Code changes published in new editions that are available annually. These new additions come out every year in October. There are standard and professional editions of the CPT code. Unlike the ICD-9 and ICD-10 code sets, the CPT set does not refer to the diagnosis of conditions but to the treatments and services used by medical professionals in the treatment of their patients. While ICD code sets have some codes for this purpose, they are not used in outpatient settings, whereas CPT codes are. The CPT code set is known as the Level One Health Care Procedure Coding System and is identified as such by the Centers for Medicare & Medicaid Services and is therefore very important to all professionals.

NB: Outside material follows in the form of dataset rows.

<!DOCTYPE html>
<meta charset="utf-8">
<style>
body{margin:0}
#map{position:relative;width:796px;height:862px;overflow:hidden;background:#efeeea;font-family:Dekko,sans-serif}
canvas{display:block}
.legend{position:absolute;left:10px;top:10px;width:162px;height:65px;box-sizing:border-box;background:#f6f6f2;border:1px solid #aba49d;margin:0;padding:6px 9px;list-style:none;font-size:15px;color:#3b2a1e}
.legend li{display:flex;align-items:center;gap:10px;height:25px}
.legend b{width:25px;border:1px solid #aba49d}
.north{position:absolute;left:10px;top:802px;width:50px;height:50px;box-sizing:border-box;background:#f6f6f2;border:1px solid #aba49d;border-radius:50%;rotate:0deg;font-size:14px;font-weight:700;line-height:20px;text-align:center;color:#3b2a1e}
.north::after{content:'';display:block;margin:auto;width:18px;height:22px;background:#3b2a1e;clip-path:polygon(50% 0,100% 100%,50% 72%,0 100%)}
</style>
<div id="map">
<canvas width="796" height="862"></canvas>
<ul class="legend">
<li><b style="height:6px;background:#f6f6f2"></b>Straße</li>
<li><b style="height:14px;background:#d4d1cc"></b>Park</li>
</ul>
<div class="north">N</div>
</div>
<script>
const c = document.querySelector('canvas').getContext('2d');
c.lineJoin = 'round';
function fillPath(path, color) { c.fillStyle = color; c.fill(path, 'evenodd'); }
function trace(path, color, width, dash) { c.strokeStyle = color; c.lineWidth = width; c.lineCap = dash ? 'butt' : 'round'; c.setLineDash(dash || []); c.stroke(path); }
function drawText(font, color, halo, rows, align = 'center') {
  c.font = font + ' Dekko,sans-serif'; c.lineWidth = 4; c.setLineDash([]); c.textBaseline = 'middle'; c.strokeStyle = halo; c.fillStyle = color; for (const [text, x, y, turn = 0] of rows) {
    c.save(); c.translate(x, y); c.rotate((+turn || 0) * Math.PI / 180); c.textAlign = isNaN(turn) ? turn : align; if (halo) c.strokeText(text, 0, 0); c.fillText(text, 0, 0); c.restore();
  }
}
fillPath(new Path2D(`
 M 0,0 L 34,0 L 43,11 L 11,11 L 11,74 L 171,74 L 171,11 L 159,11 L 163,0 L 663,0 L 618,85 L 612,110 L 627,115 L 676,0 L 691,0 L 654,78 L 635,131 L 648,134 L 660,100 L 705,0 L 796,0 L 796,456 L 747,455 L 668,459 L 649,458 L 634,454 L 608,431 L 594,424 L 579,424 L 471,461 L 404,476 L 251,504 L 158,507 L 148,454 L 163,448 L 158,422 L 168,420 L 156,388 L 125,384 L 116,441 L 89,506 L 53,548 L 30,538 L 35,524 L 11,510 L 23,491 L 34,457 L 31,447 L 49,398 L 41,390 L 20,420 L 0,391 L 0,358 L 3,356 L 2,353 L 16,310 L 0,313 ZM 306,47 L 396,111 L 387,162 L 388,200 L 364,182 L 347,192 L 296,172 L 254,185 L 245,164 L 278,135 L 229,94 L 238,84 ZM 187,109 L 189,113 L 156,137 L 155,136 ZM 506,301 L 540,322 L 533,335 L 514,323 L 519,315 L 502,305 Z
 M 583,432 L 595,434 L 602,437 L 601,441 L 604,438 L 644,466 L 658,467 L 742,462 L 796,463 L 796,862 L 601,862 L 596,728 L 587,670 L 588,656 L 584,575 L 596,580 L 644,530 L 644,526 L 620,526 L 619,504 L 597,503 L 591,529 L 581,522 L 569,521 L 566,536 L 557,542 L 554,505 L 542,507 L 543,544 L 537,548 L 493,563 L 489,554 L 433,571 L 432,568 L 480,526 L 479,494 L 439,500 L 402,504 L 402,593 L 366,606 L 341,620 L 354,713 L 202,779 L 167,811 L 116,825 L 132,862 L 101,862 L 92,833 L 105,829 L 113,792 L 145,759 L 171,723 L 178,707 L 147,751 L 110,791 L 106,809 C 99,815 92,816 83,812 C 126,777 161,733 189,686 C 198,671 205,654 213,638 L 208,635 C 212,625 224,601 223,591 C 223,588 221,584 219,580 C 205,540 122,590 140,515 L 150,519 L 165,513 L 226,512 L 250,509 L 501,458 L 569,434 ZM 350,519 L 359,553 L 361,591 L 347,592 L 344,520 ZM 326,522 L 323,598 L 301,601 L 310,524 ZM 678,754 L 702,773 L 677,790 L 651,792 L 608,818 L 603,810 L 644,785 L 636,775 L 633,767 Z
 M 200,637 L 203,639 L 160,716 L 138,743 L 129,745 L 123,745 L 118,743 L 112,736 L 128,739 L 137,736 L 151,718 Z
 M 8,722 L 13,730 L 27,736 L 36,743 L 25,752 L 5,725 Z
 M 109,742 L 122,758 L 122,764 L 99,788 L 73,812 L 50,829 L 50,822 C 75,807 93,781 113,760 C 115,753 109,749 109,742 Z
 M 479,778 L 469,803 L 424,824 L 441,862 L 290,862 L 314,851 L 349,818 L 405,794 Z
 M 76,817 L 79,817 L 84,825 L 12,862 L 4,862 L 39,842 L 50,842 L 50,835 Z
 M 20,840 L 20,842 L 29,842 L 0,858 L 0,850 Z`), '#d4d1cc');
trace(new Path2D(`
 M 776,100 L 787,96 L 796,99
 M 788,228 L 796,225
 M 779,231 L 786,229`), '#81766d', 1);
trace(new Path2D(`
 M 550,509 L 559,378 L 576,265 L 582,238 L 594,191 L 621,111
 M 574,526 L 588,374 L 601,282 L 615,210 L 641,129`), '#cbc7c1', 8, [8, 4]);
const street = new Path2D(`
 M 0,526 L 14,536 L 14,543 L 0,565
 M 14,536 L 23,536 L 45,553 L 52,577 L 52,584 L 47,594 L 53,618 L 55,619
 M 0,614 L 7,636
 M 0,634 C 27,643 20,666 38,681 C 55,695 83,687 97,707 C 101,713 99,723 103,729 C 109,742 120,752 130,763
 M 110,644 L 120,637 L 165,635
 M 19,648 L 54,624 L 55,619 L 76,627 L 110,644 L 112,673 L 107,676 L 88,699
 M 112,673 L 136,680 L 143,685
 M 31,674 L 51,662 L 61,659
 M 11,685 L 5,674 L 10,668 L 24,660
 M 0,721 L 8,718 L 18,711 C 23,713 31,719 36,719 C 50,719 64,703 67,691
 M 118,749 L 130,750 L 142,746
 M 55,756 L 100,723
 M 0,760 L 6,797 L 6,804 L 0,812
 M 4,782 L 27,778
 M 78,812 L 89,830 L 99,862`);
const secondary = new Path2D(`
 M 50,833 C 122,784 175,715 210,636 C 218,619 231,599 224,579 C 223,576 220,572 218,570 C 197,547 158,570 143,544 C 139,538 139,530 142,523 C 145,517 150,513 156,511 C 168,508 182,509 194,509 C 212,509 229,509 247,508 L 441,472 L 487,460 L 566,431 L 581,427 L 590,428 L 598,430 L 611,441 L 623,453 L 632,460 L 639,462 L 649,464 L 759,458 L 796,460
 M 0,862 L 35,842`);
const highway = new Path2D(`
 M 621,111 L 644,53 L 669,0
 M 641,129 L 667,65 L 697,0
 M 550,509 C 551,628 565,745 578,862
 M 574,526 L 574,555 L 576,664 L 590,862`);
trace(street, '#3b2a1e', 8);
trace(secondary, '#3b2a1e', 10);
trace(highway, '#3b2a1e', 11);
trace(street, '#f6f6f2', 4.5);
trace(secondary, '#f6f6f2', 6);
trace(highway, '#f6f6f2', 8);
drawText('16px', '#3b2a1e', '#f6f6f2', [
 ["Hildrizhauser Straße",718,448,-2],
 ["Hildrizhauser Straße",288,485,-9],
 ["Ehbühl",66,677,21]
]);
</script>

The code set is divided into several different categories. Category I consists of codes used for evaluation and management, anesthesia, surgery, radiology, pathology and laboratory, and medicine. Each of these subsections is broken down in a logical and intuitive way so that professionals in their respective fields can identify what type of code is being used. For example, codes for evaluation and management range from 99201 to 99499. Codes for anesthesia are divided into two groups, 00100 to 01999 and 99100 to 99150. Those for radiology range from 70010 to 79999. Category II codes are related to composite measures, patient history, physical examinations, screening processes, outcomes, preventive interventions, follow-up, patient safety, and structural measures. Category III codes are reserved for emerging technologies.
While the CPT code set should be used by nearly all insurance (health care) payment systems, as well as most medical office management solutions, it is copyrighted intellectual property of the Medical Association American, as determined by the case Practice Management v. American Medical Association. Even the Centers for Medicare & Medicaid Services (CMS) require the use of the codes, as do practical applications of the Health Insurance Portability and Accountability Act (HIPAA). Although the codes appear in the Federal Register, the AMA’s copyright law requires most organizations, professionals, and facilities that use the code to pay fees for the licenses necessary to access it. However, there are limited search capabilities related to the code available on the American Medical Association website. These searches are not intended for commercial organizations, only for individual and personal use. Changes to the CPT Code are also announced on the website, in abbreviated form.